Creating effective campaigns

When you use radio beyond the conventional advertisement stop set, your brand radically increases its chances of achieving results far beyond expectations.

Two recent developments speak further to the ineffectiveness of lengthy stop sets and the effectiveness of non-traditional radio marketing.

The first was Entercom’s gamble to experiment at a Seattle radio station with fewer ad slots per hour and shorter stop sets as well. The intent, of course, would be to draw listeners with more programming, and in turn appeal to advertisers via a larger engaged audience. At the same time, advertisers are questioning more than ever the ROI of their messages appearing at the tail end of long stop sets. Good for them.

The other development was a random poll CRN conducted in which a majority of 75 marketers said they feel a combination of non-traditional advertising tactics such as branded content and promotions generate stronger results for their brands.

Think of these non-traditional marketing tactics as the antithesis of conventional radio. They take salient product communication points and place them inside programming segments when consumers are actively listening to radio. Radio as a marketing medium works here because it provides listeners with compelling communication they seek, enjoy and believe.

When working properly, this strategy accomplishes three things: (1) it removes the message from the clutter of many ads; (2) it creates the right content to capture listeners’ attention when they are primed for it; and (3) it effectively helps consumers engage and relate to the brand, hopefully to buy something. We’ve seen time and again how this avenue of translates into consumer response.

Good companies spend lots of money on radio advertising – in the billions of dollars – with the optimism and confidence you’d give any medium that delivers 244 million Americans every week. Their expectations should be high.

CRN uses radio differently—way beyond advertising. By taking brand messages out of the stop set and delivering them to consumers in ways they want to hear, we are able to change consumer behavior, make people fall in love.

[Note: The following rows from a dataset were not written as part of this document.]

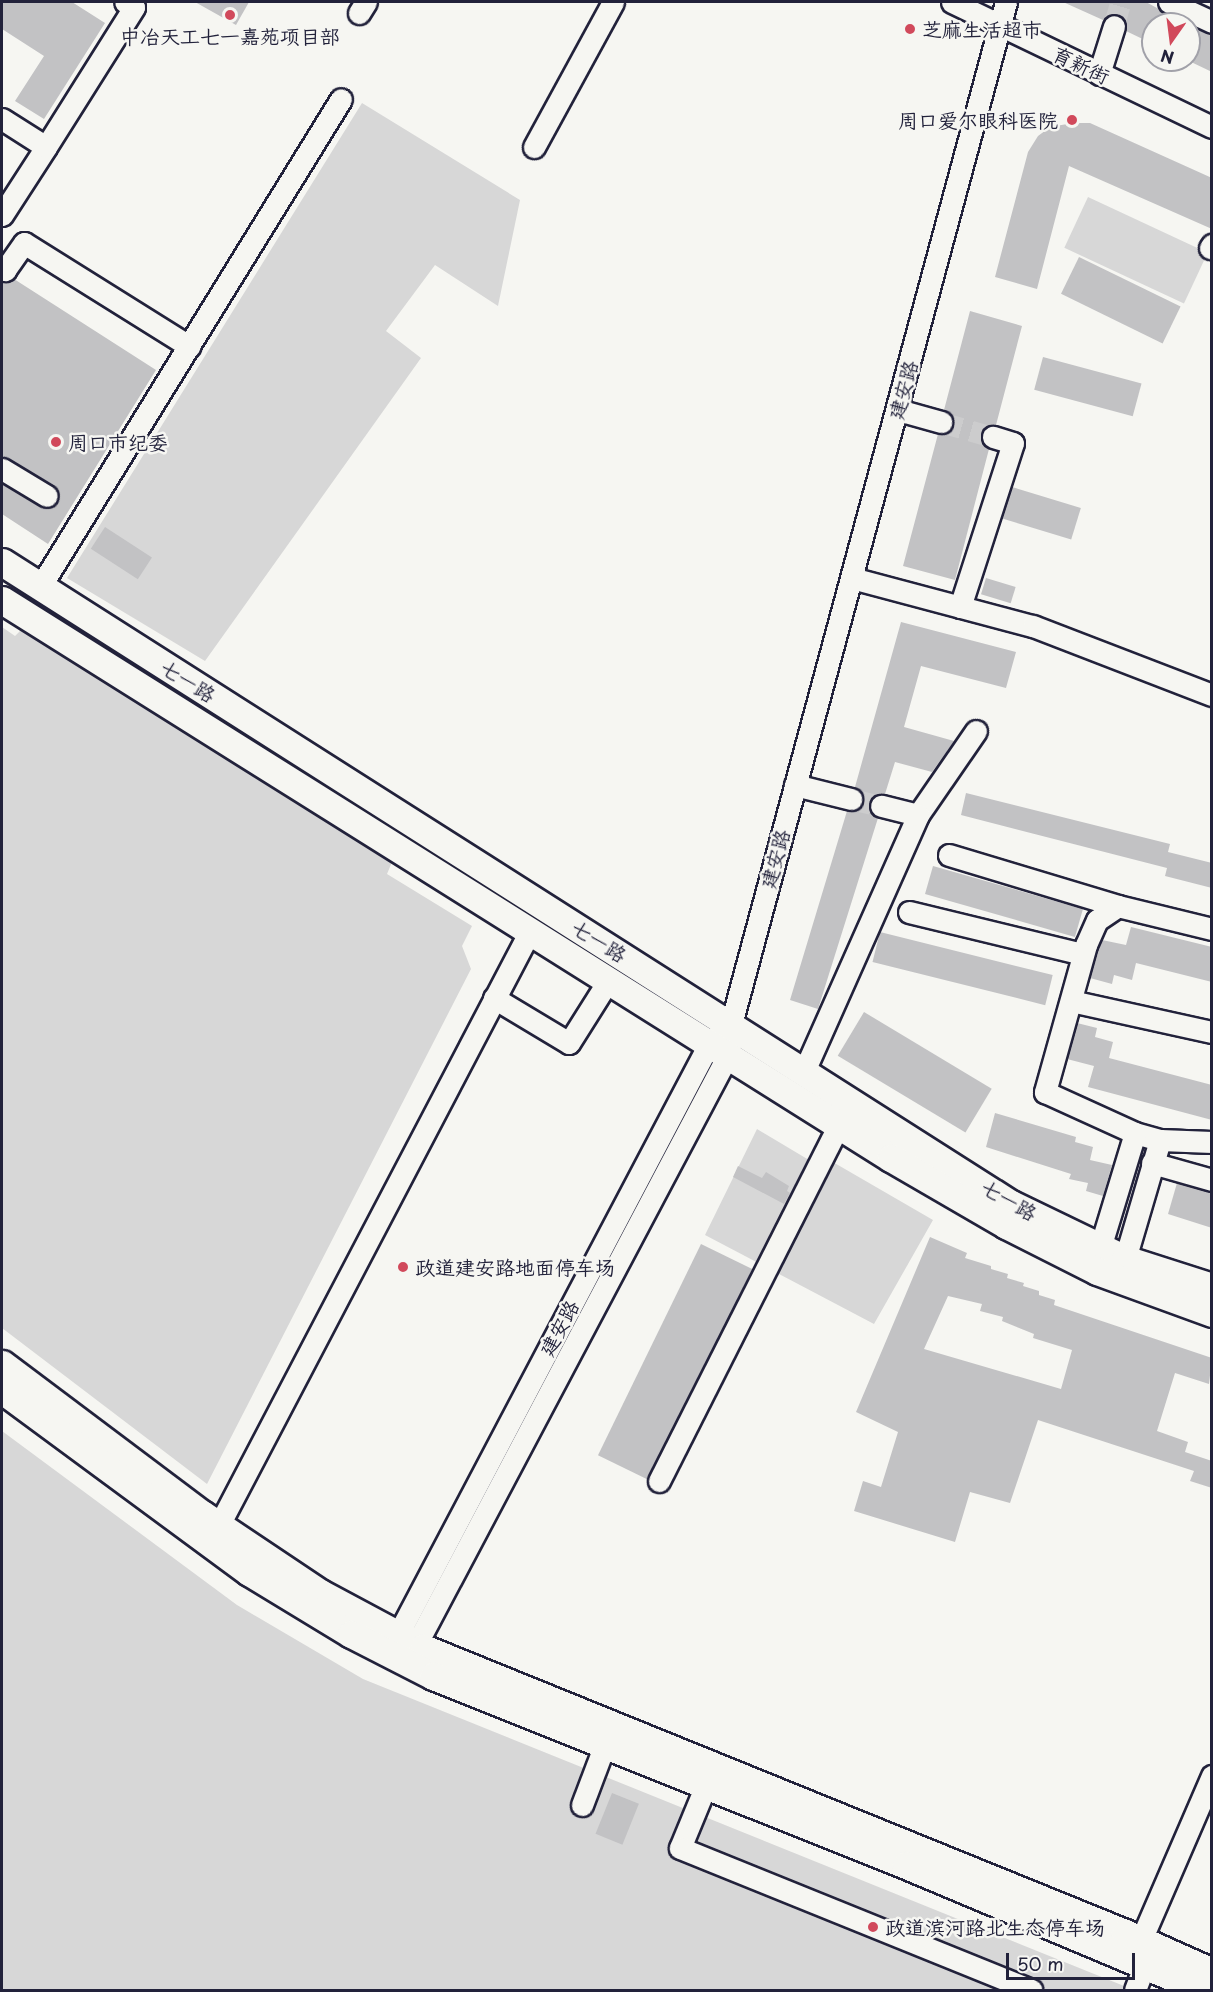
<!DOCTYPE html>
<meta charset="utf-8">
<style>
body{margin:0}
#map{position:relative;width:1213px;height:1992px;overflow:hidden;background:#f6f6f2;font-family:"Playpen Sans","LXGW WenKai TC",sans-serif}
div>[style]{position:absolute}
[style*='--x']{left:calc(var(--x)*1px);top:calc(var(--y)*1px);width:calc(var(--w)*1px);rotate:calc(var(--a)*1deg)}
.green>*{inset:0;background:#d7d7d7;transform-origin:0 0}
.building>*{inset:0;background:#c2c2c4;transform-origin:0 0}
.minor-tunnel>*{height:21px;margin-top:-10.5px;transform-origin:0;background:repeating-linear-gradient(90deg,#cccccd 0 21px,transparent 0 31px)}
.roads{filter:drop-shadow(2px 0 #22223b) drop-shadow(-2px 0 #22223b) drop-shadow(0 2px #22223b) drop-shadow(0 -2px #22223b)}
.minor>*{height:21px;margin:-10.5px;padding:0 10.5px;transform-origin:10.5px;border-radius:10.5px;background:#f6f6f2}
.major>*{height:27px;margin:-13.5px;padding:0 13.5px;transform-origin:13.5px;border-radius:13.5px;background:#f6f6f2}
.dots>*{width:16px;height:16px;translate:-50% -50%;box-sizing:border-box;border:3px solid #f6f6f2;border-radius:50%}
span{translate:-50% -50%;white-space:nowrap;text-align:center;line-height:1.15;-webkit-text-stroke:5px #f6f6f2;paint-order:stroke}
.poi-label{font-size:20px;color:#22223b}
.left{translate:0 -50%;text-align:left}
.right{translate:-100% -50%;text-align:right}
.street-label{font-size:20px;color:#22223b}
.frame{position:absolute;inset:0;border:3px solid #22223b;pointer-events:none}
.north{position:absolute;left:1141px;top:12px;width:60px;height:60px;box-sizing:border-box;background:#f6f6f2;border:2px solid #a1a1a9;border-radius:50%;rotate:194deg;font-size:16px;font-weight:700;line-height:24px;text-align:center;color:#22223b}
.north::after{content:'';display:block;margin:auto;width:21px;height:27px;background:#d1495b;clip-path:polygon(50% 0,100% 100%,50% 72%,0 100%)}
.scale{position:absolute;left:1006px;top:1953px;width:129px;height:27px;box-sizing:border-box;border:3px solid #22223b;border-top:0;padding-left:8px;font-size:18px;line-height:21px;white-space:nowrap;color:#22223b;-webkit-text-stroke:4px #f6f6f2;paint-order:stroke}
</style>
<div id="map">
<div class="green">
<div style="clip-path:polygon(362px 103px,520px 200px,498px 306px,435px 265px,386px 331px,421px 358px,205px 661px,67px 578px)"></div>
<div style="left:1088px;top:197px;width:132px;height:56px;rotate:25deg"></div>
<div style="clip-path:polygon(2px 627px,15px 636px,24px 627px,392px 862px,387px 874px,472px 926px,462px 946px,471px 969px,207px 1484px,2px 1328px)"></div>
<div style="clip-path:polygon(757px 1129px,814px 1163px,819px 1154px,933px 1220px,874px 1324px,705px 1235px)"></div>
<div style="clip-path:polygon(2px 1431px,237px 1605px,363px 1679px,1134px 1990px,2px 1990px)"></div>
</div>
<div class="building">
<div style="clip-path:polygon(2px 2px,72px 2px,105px 23px,44px 119px,15px 101px,44px 56px,2px 29px)"></div>
<div style="clip-path:polygon(195px 2px,249px 2px,236px 25px)"></div>
<div style="clip-path:polygon(1063px 2px,1146px 2px,1186px 24px,1153px 24px,1153px 44px,1126px 31px,1126px 23px,1118px 14px,1111px 14px,1103px 20px)"></div>
<div style="clip-path:polygon(1189px 25px,1212px 34px,1212px 72px,1189px 61px)"></div>
<div style="clip-path:polygon(1073px 123px,1090px 123px,1212px 178px,1212px 229px,1069px 166px,1037px 289px,995px 277px,1028px 152px,1038px 136px,1050px 127px)"></div>
<div style="left:1079px;top:257px;width:113px;height:41px;rotate:26deg"></div>
<div style="clip-path:polygon(14px 279px,156px 370px,48px 544px,2px 514px,2px 484px,46px 509px,54px 507px,60px 497px,54px 485px,2px 456px,2px 282px)"></div>
<div style="clip-path:polygon(970px 311px,1022px 326px,996px 425px,985px 427px,981px 434px,983px 445px,989px 449px,955px 580px,903px 566px,938px 434px,949px 431px,953px 425px,950px 414px,944px 410px)"></div>
<div style="left:1043px;top:357px;width:102px;height:34px;rotate:15deg"></div>
<div style="left:1012px;top:487px;width:72px;height:33px;rotate:17deg"></div>
<div style="left:105px;top:527px;width:56px;height:26px;rotate:33deg"></div>
<div style="left:986px;top:578px;width:31px;height:17px;rotate:17deg"></div>
<div style="clip-path:polygon(901px 622px,1016px 652px,1006px 688px,921px 666px,904px 727px,954px 741px,932px 772px,895px 762px,885px 794px,877px 794px,869px 802px,869px 810px,878px 818px,818px 1009px,790px 1000px,847px 811px,855px 811px,863px 803px,863px 795px,855px 787px)"></div>
<div style="clip-path:polygon(966px 793px,1170px 844px,1168px 852px,1212px 863px,1212px 888px,1165px 876px,1167px 868px,961px 815px)"></div>
<div style="left:933px;top:866px;width:156px;height:29px;rotate:16deg"></div>
<div style="clip-path:polygon(1131px 927px,1212px 947px,1212px 982px,1136px 963px,1132px 980px,1114px 975px,1112px 984px,1090px 978px,1102px 940px,1126px 945px)"></div>
<div style="left:880px;top:932px;width:178px;height:31px;rotate:14deg"></div>
<div style="left:864px;top:1012px;width:149px;height:51px;rotate:31deg"></div>
<div style="clip-path:polygon(1077px 1023px,1097px 1028px,1095px 1037px,1113px 1042px,1109px 1058px,1212px 1085px,1212px 1120px,1088px 1087px,1094px 1066px,1067px 1059px)"></div>
<div style="clip-path:polygon(995px 1113px,1076px 1137px,1075px 1142px,1093px 1147px,1090px 1160px,1112px 1165px,1103px 1196px,1086px 1191px,1088px 1183px,1069px 1179px,1071px 1174px,986px 1147px)"></div>
<div style="clip-path:polygon(738px 1166px,762px 1178px,766px 1172px,789px 1186px,787px 1191px,790px 1193px,784px 1204px,733px 1177px)"></div>
<div style="clip-path:polygon(1177px 1183px,1212px 1193px,1212px 1228px,1168px 1214px)"></div>
<div style="clip-path:polygon(evenodd,930px 1237px,967px 1253px,965px 1258px,991px 1266px,991px 1269px,1008px 1274px,1007px 1278px,1024px 1283px,1023px 1286px,1039px 1291px,1039px 1295px,1055px 1300px,1054px 1305px,1212px 1358px,1209px 1384px,1175px 1373px,1157px 1431px,1188px 1442px,1185px 1452px,1212px 1461px,1212px 1488px,1190px 1481px,1194px 1471px,1038px 1420px,1010px 1503px,970px 1492px,955px 1542px,854px 1511px,863px 1481px,881px 1487px,898px 1432px,856px 1412px,930px 1237px,948px 1296px,982px 1304px,980px 1311px,1003px 1317px,1002px 1321px,1034px 1334px,1033px 1338px,1072px 1350px,1061px 1389px,924px 1349px,948px 1296px)"></div>
<div style="left:701px;top:1244px;width:57px;height:235px;rotate:26deg"></div>
<div style="left:612px;top:1793px;width:29px;height:44px;rotate:22deg"></div>
</div>
<div class="minor-tunnel">
<div style="--x:1114;--y:26;--w:25;--a:-74"></div>
<div style="--x:941;--y:422;--w:54;--a:16.1"></div>
<div style="--x:851;--y:799;--w:31;--a:13"></div>
</div>
<div class="roads">
<div class="minor">
<div style="--x:952;--y:2;--w:288;--a:25.7"></div>
<div style="--x:1169;--y:2;--w:47;--a:24.9"></div>
<div style="--x:359;--y:13;--w:13;--a:-58"></div>
<div style="--x:1099;--y:74;--w:50;--a:-72.6"></div>
<div style="--x:2;--y:119;--w:52;--a:32.5"></div>
<div style="--x:46;--y:147;--w:81;--a:122.9"></div>
<div style="--x:46;--y:147;--w:165;--a:-57.8"></div>
<div style="--x:134;--y:7;--w:10;--a:-151"></div>
<div style="--x:534;--y:147;--w:165;--a:-61.4"></div>
<div style="--x:1210;--y:248;--w:4;--a:-56"></div>
<div style="--x:2;--y:268;--w:4;--a:34"></div>
<div style="--x:5;--y:270;--w:33;--a:-55"></div>
<div style="--x:24;--y:243;--w:195;--a:32"></div>
<div style="--x:898;--y:410;--w:45;--a:15.6"></div>
<div style="--x:2;--y:469;--w:52;--a:31"></div>
<div style="--x:852;--y:578;--w:187;--a:14.9"></div>
<div style="--x:1033;--y:626;--w:192;--a:21.1"></div>
<div style="--x:40;--y:587;--w:573;--a:-58.33"></div>
<div style="--x:960;--y:607;--w:172;--a:-72.1"></div>
<div style="--x:1013;--y:443;--w:21;--a:-163"></div>
<div style="--x:795;--y:785;--w:58;--a:14"></div>
<div style="--x:918;--y:815;--w:102;--a:-55.4"></div>
<div style="--x:949;--y:855;--w:177;--a:16.8"></div>
<div style="--x:909;--y:912;--w:179;--a:13.6"></div>
<div style="--x:1212;--y:929;--w:97;--a:-166.3"></div>
<div style="--x:1118;--y:906;--w:25;--a:146"></div>
<div style="--x:1097;--y:920;--w:27;--a:114"></div>
<div style="--x:1086;--y:945;--w:153;--a:105.6"></div>
<div style="--x:1045;--y:1092;--w:99;--a:24.5"></div>
<div style="--x:1135;--y:1133;--w:26;--a:16"></div>
<div style="--x:1160;--y:1140;--w:52;--a:2.2"></div>
<div style="--x:494;--y:998;--w:87;--a:31"></div>
<div style="--x:569;--y:1043;--w:73;--a:-57.8"></div>
<div style="--x:1071;--y:1001;--w:144;--a:12.4"></div>
<div style="--x:805;--y:1069;--w:278;--a:-66"></div>
<div style="--x:918;--y:815;--w:38;--a:-166"></div>
<div style="--x:1152;--y:1163;--w:62;--a:15.8"></div>
<div style="--x:1100;--y:1248;--w:120;--a:-73.1"></div>
<div style="--x:1125;--y:1259;--w:124;--a:-73.6"></div>
<div style="--x:659;--y:1481;--w:400;--a:-63.2"></div>
<div style="--x:219;--y:1525;--w:670;--a:-62.36"></div>
<div style="--x:392;--y:1646;--w:683;--a:-62.23"></div>
<div style="--x:710;--y:1042;--w:12;--a:-42"></div>
<div style="--x:409;--y:1658;--w:684;--a:-62.12"></div>
<div style="--x:729;--y:1053;--w:29;--a:-86"></div>
<div style="--x:731;--y:1024;--w:1058;--a:-74.94"></div>
<div style="--x:706;--y:1785;--w:68;--a:112.4"></div>
<div style="--x:680;--y:1848;--w:379;--a:22"></div>
<div style="--x:582;--y:1805;--w:65;--a:-69.3"></div>
<div style="--x:1141;--y:1940;--w:179;--a:-66.6"></div>
<div style="--x:1135;--y:1990;--w:28;--a:-69"></div>
</div>
<div class="major">
<div style="--x:2;--y:562;--w:1196;--a:32.47"></div>
<div style="--x:1011;--y:1204;--w:127;--a:25.8"></div>
<div style="--x:1125;--y:1259;--w:91;--a:17.8"></div>
<div style="--x:2;--y:600;--w:1050;--a:32.12"></div>
<div style="--x:891;--y:1158;--w:133;--a:30.2"></div>
<div style="--x:1006;--y:1225;--w:102;--a:26.8"></div>
<div style="--x:1097;--y:1271;--w:122;--a:20.1"></div>
<div style="--x:2;--y:1364;--w:250;--a:36.9"></div>
<div style="--x:202;--y:1514;--w:142;--a:33.8"></div>
<div style="--x:320;--y:1593;--w:117;--a:28.1"></div>
<div style="--x:423;--y:1648;--w:758;--a:22.1"></div>
<div style="--x:1125;--y:1933;--w:95;--a:24.1"></div>
<div style="--x:2;--y:1390;--w:307;--a:36.4"></div>
<div style="--x:249;--y:1572;--w:119;--a:31.3"></div>
<div style="--x:351;--y:1634;--w:92;--a:27.1"></div>
<div style="--x:433;--y:1676;--w:509;--a:21.78"></div>
<div style="--x:906;--y:1865;--w:323;--a:22.8"></div>
</div>
</div>
<div class="dots">
<div style="left:230px;top:15px;background:#d1495b"></div>
<div style="left:910px;top:29px;background:#d1495b"></div>
<div style="left:1072px;top:120px;background:#d1495b"></div>
<div style="left:56px;top:442px;background:#d1495b"></div>
<div style="left:403px;top:1267px;background:#d1495b"></div>
<div style="left:873px;top:1927px;background:#d1495b"></div>
</div>
<div class="poi-label">
<span class="left" style="left:922px;top:29px">芝麻生活超市</span>
<span style="left:230px;top:36px">中冶天工七一嘉苑项目部</span>
<span class="right" style="left:1058px;top:120px">周口爱尔眼科医院</span>
<span class="left" style="left:68px;top:442px">周口市纪委</span>
<span class="left" style="left:415px;top:1267px">政道建安路地面停车场</span>
<span class="left" style="left:885px;top:1927px">政道滨河路北生态停车场</span>
</div>
<div class="street-label">
<span style="left:1081px;top:65px;rotate:25deg">育新街</span>
<span style="left:903px;top:390px;rotate:-75deg">建安路</span>
<span style="left:188px;top:681px;rotate:32deg">七一路</span>
<span style="left:775px;top:859px;rotate:-75deg">建安路</span>
<span style="left:599px;top:941px;rotate:32deg">七一路</span>
<span style="left:1009px;top:1200px;rotate:30deg">七一路</span>
<span style="left:559px;top:1328px;rotate:-62deg">建安路</span>
</div>
<div class="frame"></div>
<div class="north">N</div>
<div class="scale">50 m</div>
</div>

That’s the power of radio.

The power of story

Whatever success I’ve had at CRN is because I told a good story.

I tell stories to job candidates, CRNers, prospects, the public, clients.  I tell them when I teach, when I pitch, when I create.  Stories are not part of the fabric of CRN, they are CRN.  After all, CRN is a collection of thousands of stories.  Stories are our product, and how we talk about it.  Stories are in our memories and are added to every day.

Without stories, there is no CRN.

I tell stories about talking my way in to see the president of New England Mutual Life; interviewing Ralph Nader and forgetting to turn on the record button; flying across the country on a whim to see a potential client who failed to show up for the meeting; getting sick on a van (mostly others tell that story); meeting Hugh Jackman, Ronald Reagan, Jimmy Carter; getting stuck on a ski trail that led to CRN’s development of Ski Watch; creating a candidate for UConn student president that never existed—it doesn’t matter.  I tell stories all the time.  Some funny, some unbelievable, some boring.  But there is always a story.  And they all count.

If you can’t tell a story, you can’t sell.

The good news is everyone can; everyone has and tells good stories.

We would not be able to create successful client solutions—the engine of our business—without telling and hearing stories about our clients’ consumers; how they spend their days, their lives; how they work and play driving to work, picking up the kids; their relationships, their habits; and how we, on behalf of our clients, interact with those consumers to make a client’s product part of their lives.

Credibility and trust are often gained through stories—sometimes through narrative, sometimes through analogies, sometimes by relating our own personal experiences.  It could be a story about how we came up with the idea or even what happened at breakfast. In the context of a story, it’s easier and more effective to weave in facts and statistics to build a case in a less jarring, more natural way. Prospects need to like us and believe us. Capabilities decks don’t do that; stories do.

As Jennifer Aaker, Professor of Marketing at Stanford Graduate School of Business, explains, “A big idea is not enough. Your big idea needs a story.  Stories fuel innovation.  They hold the power to take listeners on a journey that changes how they think, feel or act.  Studies show we are wired to remember stories much more than data, facts, and figures.  However, when data and story are used together, audiences are moved both emotionally and intellectually.  Harnessing the power of stories will enable you to be more persuasive, move people to action.”

Imagine a room full of people, all eyes on you and nary a bullet point in sight.  No one is checking iPhones, Facebook or LinkedIn.  You’re controlling the room, heads are nodding, they’re leaning forward—no scowls, just intensity—and, like watching House of Cards, they can’t wait to find out what’s next.  Now imagine that translating into more business, more meetings and happier clients.